Changing the locks: more than 20 families were due to be evicted from the Gulfstream transitional housing complex (Photograph by Blaire Simmons)

Public works minister Craig Cannonier is investigating how emergency housing tenants racked up rent arrears over “a massive amount of time”.

Mr Cannonier also expressed concern at the late hour he was informed more than 20 families were due to be evicted from the Gulfstream transitional living complex in St David’s because they owed at least $10,000 each for their rooms.

The minister had announced a reprieve for the residents on Tuesday afternoon, shortly after The Royal Gazette revealed the locks would be changed on the property within 24 hours.
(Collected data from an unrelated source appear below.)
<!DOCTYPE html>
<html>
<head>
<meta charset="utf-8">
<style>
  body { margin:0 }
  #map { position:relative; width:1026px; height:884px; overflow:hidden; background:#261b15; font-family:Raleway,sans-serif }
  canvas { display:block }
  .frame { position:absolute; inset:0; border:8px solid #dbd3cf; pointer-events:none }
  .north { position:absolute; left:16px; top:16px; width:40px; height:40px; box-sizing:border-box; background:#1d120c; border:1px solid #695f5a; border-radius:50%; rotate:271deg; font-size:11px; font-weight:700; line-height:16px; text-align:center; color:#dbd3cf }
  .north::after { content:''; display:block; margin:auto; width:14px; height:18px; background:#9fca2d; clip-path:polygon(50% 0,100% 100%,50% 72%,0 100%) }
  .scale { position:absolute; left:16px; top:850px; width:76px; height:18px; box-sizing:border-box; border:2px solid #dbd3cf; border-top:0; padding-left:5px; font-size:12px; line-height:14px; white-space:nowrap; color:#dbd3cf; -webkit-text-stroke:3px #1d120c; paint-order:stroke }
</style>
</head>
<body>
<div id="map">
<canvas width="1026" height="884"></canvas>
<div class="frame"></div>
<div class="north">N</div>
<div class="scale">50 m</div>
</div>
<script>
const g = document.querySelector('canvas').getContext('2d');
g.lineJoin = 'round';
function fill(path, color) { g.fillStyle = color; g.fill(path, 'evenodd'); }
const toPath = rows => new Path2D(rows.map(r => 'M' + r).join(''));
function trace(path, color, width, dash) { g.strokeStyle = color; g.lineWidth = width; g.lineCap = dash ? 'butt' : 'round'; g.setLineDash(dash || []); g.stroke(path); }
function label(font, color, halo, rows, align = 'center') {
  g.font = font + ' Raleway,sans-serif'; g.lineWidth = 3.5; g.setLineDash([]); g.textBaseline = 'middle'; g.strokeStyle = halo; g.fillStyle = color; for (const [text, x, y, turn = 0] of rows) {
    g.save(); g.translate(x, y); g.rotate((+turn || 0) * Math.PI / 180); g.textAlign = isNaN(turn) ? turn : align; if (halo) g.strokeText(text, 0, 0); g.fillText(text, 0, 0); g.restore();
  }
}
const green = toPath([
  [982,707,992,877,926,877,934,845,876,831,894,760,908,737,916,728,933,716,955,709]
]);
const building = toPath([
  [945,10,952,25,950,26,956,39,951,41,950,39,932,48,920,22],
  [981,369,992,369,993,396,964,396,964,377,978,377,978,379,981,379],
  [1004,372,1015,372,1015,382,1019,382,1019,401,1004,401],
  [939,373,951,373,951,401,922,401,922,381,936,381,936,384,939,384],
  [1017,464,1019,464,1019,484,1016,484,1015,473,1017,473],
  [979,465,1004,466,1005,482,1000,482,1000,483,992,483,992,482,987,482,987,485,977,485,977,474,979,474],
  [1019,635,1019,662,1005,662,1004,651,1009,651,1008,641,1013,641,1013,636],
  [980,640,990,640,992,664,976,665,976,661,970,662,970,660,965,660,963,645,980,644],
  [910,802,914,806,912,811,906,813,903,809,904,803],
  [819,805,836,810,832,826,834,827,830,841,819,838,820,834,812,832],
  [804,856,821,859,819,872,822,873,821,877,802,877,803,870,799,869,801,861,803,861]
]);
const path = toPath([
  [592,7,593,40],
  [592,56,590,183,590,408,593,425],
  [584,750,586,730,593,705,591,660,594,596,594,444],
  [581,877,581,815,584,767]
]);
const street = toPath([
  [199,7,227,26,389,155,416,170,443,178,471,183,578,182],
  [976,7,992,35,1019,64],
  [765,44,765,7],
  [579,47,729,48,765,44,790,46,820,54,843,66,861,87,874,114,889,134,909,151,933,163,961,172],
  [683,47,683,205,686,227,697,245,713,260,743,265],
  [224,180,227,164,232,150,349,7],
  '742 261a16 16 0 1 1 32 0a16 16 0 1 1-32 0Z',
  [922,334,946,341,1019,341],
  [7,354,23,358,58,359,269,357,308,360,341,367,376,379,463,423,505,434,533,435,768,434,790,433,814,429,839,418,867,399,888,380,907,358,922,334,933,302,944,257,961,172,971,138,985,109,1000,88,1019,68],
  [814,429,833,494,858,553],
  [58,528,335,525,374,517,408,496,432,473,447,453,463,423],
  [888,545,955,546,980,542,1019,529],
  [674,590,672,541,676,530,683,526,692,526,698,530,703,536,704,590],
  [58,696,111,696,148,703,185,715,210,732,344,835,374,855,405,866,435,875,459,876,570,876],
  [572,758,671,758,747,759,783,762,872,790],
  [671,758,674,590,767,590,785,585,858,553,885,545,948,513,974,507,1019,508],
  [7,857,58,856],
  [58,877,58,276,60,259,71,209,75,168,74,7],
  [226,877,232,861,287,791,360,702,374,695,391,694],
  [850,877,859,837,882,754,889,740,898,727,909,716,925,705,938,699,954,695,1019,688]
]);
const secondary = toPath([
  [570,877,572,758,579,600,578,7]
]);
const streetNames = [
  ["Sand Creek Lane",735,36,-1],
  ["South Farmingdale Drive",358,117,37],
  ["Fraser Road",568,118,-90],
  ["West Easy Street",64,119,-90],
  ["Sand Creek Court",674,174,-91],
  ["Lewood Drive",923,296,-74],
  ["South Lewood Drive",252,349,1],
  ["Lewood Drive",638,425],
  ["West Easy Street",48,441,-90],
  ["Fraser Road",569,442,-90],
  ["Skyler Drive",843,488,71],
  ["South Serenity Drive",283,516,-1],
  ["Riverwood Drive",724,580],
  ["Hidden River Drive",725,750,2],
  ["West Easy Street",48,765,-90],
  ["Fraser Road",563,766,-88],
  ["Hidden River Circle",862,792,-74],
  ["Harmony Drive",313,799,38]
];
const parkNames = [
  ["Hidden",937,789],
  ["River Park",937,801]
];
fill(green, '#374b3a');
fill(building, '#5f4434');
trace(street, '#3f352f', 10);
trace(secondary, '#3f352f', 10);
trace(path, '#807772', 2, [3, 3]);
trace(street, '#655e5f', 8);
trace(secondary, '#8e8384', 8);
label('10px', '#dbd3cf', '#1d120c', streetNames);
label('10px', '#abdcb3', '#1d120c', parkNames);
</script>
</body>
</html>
Speaking to this newspaper yesterday, Mr Cannonier said: “Of course it is a concern that within 24 hours I get a notice that there are 20-something families being removed.

“This didn’t happen overnight. They tried to find those who were challenged with not having a job — they have assisted there.

“They have assisted in trying to get people financial assistance to help pay their rent; they have been working on this for years for some folk.

“There are people who are in arrears — and the range is from a year to three years in back rent — that is a massive amount of time. I am doing an investigation into how we got to this point.

“$550 a month may not seem like a lot to some of us. The Housing Corporation has done a stellar job in trying to assist; now we have got to a point where it has become painful.

“We have got to find a solution.

“More than half of those who were in arrears have already come forward with a plan on how to help with the arrears. That is a positive thing and speaks to the Housing Corporation.”

Mr Cannonier said talks would continue with the tenants today, adding: “What we do with the rest, we are still working through. By no means do we want to start putting anyone out on the street.

“Even those who are getting help need more help. When we have large numbers of people in this situation, it begs the question maybe there is something else we are not addressing.

“And so Government needs to step in and say, how did we get to this point and how do we keep it from happening again?”

Meanwhile, Sheelagh Cooper of the Coalition for the Protection of Children criticised “shocking” measures to penalise the tenants.

Residents more than $10,000 in arrears were given ten days by the Bermuda Housing Corporation to leave their rooms, in a letter sent on August 22.

Ms Cooper commended Mr Cannonier’s decision to reprieve the tenants as “a swift and compassionate response to the shocking attempt by the BHC to put families out into the street”.

She said: “Hopefully this will lead to a re-examination of the approach to struggling and vulnerable families more in keeping with a civil society.”

Ms Cooper said the repercussion of evicting families unable to pay rent had been covered in the 2011 documentary Poverty in Paradise.

In particular, she said the anxieties of poverty had a demonstrable link to “anger, hostility and disconnectedness” as children grew up.

Prolonged chronic stress impeded brain development, she said, injuring faculties such as decision-making and emotional stability, and leading to “a kind of post-traumatic stress disorder, creating emotional chaos for the growing child”.

“While many feel that ‘delinquent’ mothers need a big reality check, the dire consequences for her children must be factored into any decision to remove support,” Ms Cooper added.

Taking children from homeless parents and putting them in foster care would cost “far more” than subsidising a family’s room.

“This is not even taking into account the huge emotional cost to the family of proceeding through the courts to take the children into care.

“Having spoken to hundreds of women throughout the years who have been faced with the terrible choice of paying their rent or feeding and clothing their children, I will say that while there may be some that take advantage of the government handouts, they are few and far between.

“I do not believe that there is one single family living at Gulfstream that wants to be there.”